As the George Floyd riots swept through the country in the summer of 2020, Seattle protesters, led by socialist Councilwoman Kshama Sawant, demanded that the city immediately slash the police department’s budget by 50 percent. Although the drastic cutback never materialized, the demonization of police officers in the Emerald City had begun. And two years later, residents are getting a glimpse of the consequences.
Staff shortages at the Seattle Police Department have caused the Sexual Assault and Child Abuse Unit to stop responding to new adult sexual assaults in the city.
A copy of an April 11 internal police department memo written by the sergeant in charge of the SACAU, Pamela St. John, to Interim Police Chief Adrian Diaz was obtained by The Seattle Times. St. John informs her superior, “The community expects our agency to respond to reports of sexual violence and at current staffing levels that objective is unattainable.”
In 2019, St. John said her unit “was staffed by 1 Lieutenant, 2 Sergeants, 1 Administrative Assistant and 10 Detectives.” Currently, it is staffed by “1 Sergeant, 1 Administrative Assistant and 4 detectives.”
She wrote she was not “able to assign adult sexual assault cases.” Cases involving children and adult cases where a suspect was currently in custody, which the Times points out is just “a fraction of adult sexual assaults reported to police,” were given priority.
Seattle police’s sexual assault unit has been so depleted of staffing that it stopped assigning new adult cases to detectives earlier this year, threatening the viability of prosecutions, an internal memo shows. https://t.co/rKTCmD0025
— The Seattle Times (@seattletimes) June 1, 2022
Axios spoke to senior deputy prosecutor Ben Santos, who is the chair of the Special Assault Unit for the King County Prosecuting Attorney’s Office. Santos said, “Sometimes, an [SPD] officer won’t take a report for hours and often they won’t come out to take a report at all; they may only take a report over the phone.”
Do you think the city will consider reversing course and funding the police?
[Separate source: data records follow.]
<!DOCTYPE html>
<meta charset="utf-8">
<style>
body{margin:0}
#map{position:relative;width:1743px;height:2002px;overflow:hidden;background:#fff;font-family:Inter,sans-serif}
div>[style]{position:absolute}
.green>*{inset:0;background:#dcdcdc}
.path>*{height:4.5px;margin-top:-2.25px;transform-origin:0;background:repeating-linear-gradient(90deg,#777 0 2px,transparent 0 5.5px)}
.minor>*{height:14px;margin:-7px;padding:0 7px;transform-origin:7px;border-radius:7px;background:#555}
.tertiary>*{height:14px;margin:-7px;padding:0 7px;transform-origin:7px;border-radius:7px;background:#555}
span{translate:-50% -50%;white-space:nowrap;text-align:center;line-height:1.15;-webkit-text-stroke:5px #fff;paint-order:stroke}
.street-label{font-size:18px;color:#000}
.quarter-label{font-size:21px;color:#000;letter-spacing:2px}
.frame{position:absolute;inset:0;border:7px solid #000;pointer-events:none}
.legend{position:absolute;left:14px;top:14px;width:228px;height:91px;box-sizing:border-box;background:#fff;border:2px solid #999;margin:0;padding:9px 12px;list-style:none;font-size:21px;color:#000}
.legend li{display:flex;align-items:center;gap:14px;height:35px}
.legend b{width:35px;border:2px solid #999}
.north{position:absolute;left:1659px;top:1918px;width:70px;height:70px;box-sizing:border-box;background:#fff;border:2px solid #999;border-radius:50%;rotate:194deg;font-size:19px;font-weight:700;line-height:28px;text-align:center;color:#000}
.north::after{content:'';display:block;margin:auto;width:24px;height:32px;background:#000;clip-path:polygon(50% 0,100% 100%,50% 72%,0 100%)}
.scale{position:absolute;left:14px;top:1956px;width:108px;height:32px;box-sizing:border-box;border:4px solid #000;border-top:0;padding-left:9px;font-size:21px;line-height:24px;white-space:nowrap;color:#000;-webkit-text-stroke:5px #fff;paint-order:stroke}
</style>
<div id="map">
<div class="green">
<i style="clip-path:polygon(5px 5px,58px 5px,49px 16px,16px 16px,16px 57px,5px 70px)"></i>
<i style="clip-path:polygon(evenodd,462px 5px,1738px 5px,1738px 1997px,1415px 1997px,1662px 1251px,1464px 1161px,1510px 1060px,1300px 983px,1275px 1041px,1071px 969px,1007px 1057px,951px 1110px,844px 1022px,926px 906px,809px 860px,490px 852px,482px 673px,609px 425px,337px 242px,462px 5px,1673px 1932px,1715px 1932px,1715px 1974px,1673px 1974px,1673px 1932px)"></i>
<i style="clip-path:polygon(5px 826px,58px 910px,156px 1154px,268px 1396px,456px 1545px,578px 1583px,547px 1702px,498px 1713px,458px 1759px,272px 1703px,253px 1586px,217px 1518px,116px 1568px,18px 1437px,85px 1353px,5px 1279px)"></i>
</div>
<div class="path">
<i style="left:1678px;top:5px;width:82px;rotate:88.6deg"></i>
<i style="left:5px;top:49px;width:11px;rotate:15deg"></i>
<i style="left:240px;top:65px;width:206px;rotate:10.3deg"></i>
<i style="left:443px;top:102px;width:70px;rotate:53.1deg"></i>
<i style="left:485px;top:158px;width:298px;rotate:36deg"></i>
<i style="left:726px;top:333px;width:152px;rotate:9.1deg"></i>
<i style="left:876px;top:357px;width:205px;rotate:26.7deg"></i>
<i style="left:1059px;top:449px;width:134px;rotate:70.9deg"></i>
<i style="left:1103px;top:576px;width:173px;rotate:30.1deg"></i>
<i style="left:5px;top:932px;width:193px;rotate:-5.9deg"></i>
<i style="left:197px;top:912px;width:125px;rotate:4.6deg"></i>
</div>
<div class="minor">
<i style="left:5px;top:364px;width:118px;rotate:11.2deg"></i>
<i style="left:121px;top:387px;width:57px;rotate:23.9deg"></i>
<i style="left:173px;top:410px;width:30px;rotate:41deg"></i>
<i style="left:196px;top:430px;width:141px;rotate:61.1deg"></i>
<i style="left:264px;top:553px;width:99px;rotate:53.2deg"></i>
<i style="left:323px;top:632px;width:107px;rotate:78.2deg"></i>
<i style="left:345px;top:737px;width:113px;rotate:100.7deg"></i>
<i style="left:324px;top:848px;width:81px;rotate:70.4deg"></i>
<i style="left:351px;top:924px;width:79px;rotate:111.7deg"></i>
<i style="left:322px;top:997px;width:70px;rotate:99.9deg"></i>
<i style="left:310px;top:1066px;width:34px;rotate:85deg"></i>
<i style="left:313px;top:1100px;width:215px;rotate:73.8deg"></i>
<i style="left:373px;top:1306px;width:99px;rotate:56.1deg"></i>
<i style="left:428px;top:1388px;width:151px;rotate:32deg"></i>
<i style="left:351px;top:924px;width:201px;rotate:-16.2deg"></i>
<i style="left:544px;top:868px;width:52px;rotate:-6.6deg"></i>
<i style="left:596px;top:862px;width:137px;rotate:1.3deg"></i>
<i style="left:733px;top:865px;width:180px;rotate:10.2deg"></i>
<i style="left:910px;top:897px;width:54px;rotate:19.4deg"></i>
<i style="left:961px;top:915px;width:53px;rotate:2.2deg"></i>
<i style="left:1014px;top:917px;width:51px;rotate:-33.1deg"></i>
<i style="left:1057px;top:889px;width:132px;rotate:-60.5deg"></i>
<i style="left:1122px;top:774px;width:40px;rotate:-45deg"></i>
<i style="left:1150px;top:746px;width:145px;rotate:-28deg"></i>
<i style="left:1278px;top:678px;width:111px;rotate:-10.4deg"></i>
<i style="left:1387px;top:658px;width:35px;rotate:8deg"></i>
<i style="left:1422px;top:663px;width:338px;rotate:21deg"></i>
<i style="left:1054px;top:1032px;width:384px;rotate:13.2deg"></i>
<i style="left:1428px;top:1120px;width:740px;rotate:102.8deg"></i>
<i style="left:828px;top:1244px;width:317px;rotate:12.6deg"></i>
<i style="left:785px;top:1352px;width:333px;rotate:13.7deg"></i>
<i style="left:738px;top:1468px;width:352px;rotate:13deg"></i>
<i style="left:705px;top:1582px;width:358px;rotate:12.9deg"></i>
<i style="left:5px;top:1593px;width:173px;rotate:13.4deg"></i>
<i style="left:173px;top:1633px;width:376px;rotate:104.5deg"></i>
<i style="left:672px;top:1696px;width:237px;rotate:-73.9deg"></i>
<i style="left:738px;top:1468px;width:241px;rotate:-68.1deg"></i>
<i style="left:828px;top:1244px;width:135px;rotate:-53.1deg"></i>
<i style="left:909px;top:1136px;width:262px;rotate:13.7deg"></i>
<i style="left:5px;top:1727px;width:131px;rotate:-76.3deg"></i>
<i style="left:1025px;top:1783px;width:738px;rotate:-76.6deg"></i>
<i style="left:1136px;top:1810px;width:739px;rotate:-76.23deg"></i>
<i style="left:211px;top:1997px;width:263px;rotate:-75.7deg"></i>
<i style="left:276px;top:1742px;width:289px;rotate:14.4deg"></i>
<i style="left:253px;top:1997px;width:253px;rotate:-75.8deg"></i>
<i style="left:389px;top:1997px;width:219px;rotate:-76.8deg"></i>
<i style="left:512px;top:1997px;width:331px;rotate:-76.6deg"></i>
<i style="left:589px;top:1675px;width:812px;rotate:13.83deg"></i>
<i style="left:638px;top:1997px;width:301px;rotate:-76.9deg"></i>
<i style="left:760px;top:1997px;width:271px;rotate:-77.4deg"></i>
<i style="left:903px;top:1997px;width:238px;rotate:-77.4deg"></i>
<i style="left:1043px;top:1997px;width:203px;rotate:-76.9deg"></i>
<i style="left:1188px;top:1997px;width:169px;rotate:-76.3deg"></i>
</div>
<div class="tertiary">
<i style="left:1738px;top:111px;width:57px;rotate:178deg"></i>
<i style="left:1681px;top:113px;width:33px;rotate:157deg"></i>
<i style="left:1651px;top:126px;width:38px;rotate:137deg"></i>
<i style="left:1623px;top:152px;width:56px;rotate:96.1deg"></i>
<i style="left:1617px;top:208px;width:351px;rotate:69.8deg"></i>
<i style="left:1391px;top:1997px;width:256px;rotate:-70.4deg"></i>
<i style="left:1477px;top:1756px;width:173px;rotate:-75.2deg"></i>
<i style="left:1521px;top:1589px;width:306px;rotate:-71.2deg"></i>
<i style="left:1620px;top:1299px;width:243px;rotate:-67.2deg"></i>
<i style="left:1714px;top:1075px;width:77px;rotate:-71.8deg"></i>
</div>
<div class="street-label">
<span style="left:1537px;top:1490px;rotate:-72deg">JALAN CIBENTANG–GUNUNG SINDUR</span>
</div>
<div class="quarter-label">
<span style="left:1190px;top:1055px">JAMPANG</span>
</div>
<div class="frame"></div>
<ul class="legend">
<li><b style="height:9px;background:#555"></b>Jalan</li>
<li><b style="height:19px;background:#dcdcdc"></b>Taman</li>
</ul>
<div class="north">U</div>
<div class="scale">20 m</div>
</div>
Santos explained that reporting delays mean an unknown number of rape cases go unreported. And some victims may “have second thoughts” about reporting the assault at all.
Assistant Chief Deanna Nollette downplayed the predicament of St. John’s unit, saying that all units felt the staff shortage equally. She told the Times that St. John’s portrayal of the situation was “not accurate” and was a “gross oversimplification.”
“Sexual assault cases are still being assigned, but the workload is being triaged based on a number of factors that we would traditionally use to triage those cases,” Nollette said.
Data from the Seattle City Council, however, supports St. John’s perception of affairs; specialty and investigative units took the steepest cuts while leadership, administrative and trained officers (including patrol) saw the smallest cuts.
SPD had 1,290 officers in early 2020. In March 2022, that number had fallen to 968, according to the Times.
KTTH Seattle radio host Jason Rantz reported the SPD “is on track to lose nearly 200 officers by the end of the year. The latest data on officer separations versus recruitment shows the crisis has no end in sight.”
Seattle Police Officers Guild president Mike Solan joined Rantz on Tuesday to discuss what he called “an alarming situation.” Solan said, “If we don’t focus on retaining the current qualified officers from leaving, we’re in deep, deep trouble. Because there’s no way we’ll be able to recruit qualified people to want to even come here. And the numbers are indicative of that. And we’re very, very concerned moving forward.”
This is an extremely scary predicament, especially at a time when violent crime in the city is reaching record levels.
The city’s woke leadership, voted into office by a woke electorate, has brought Seattle to this dangerous moment. How did anyone with a brain think the “defund the police” movement would end?
Who would ever want to become a police officer in today’s America? Particularly in a liberal city like Seattle?
I’m sorry to say it, but these are the wages of wokeness.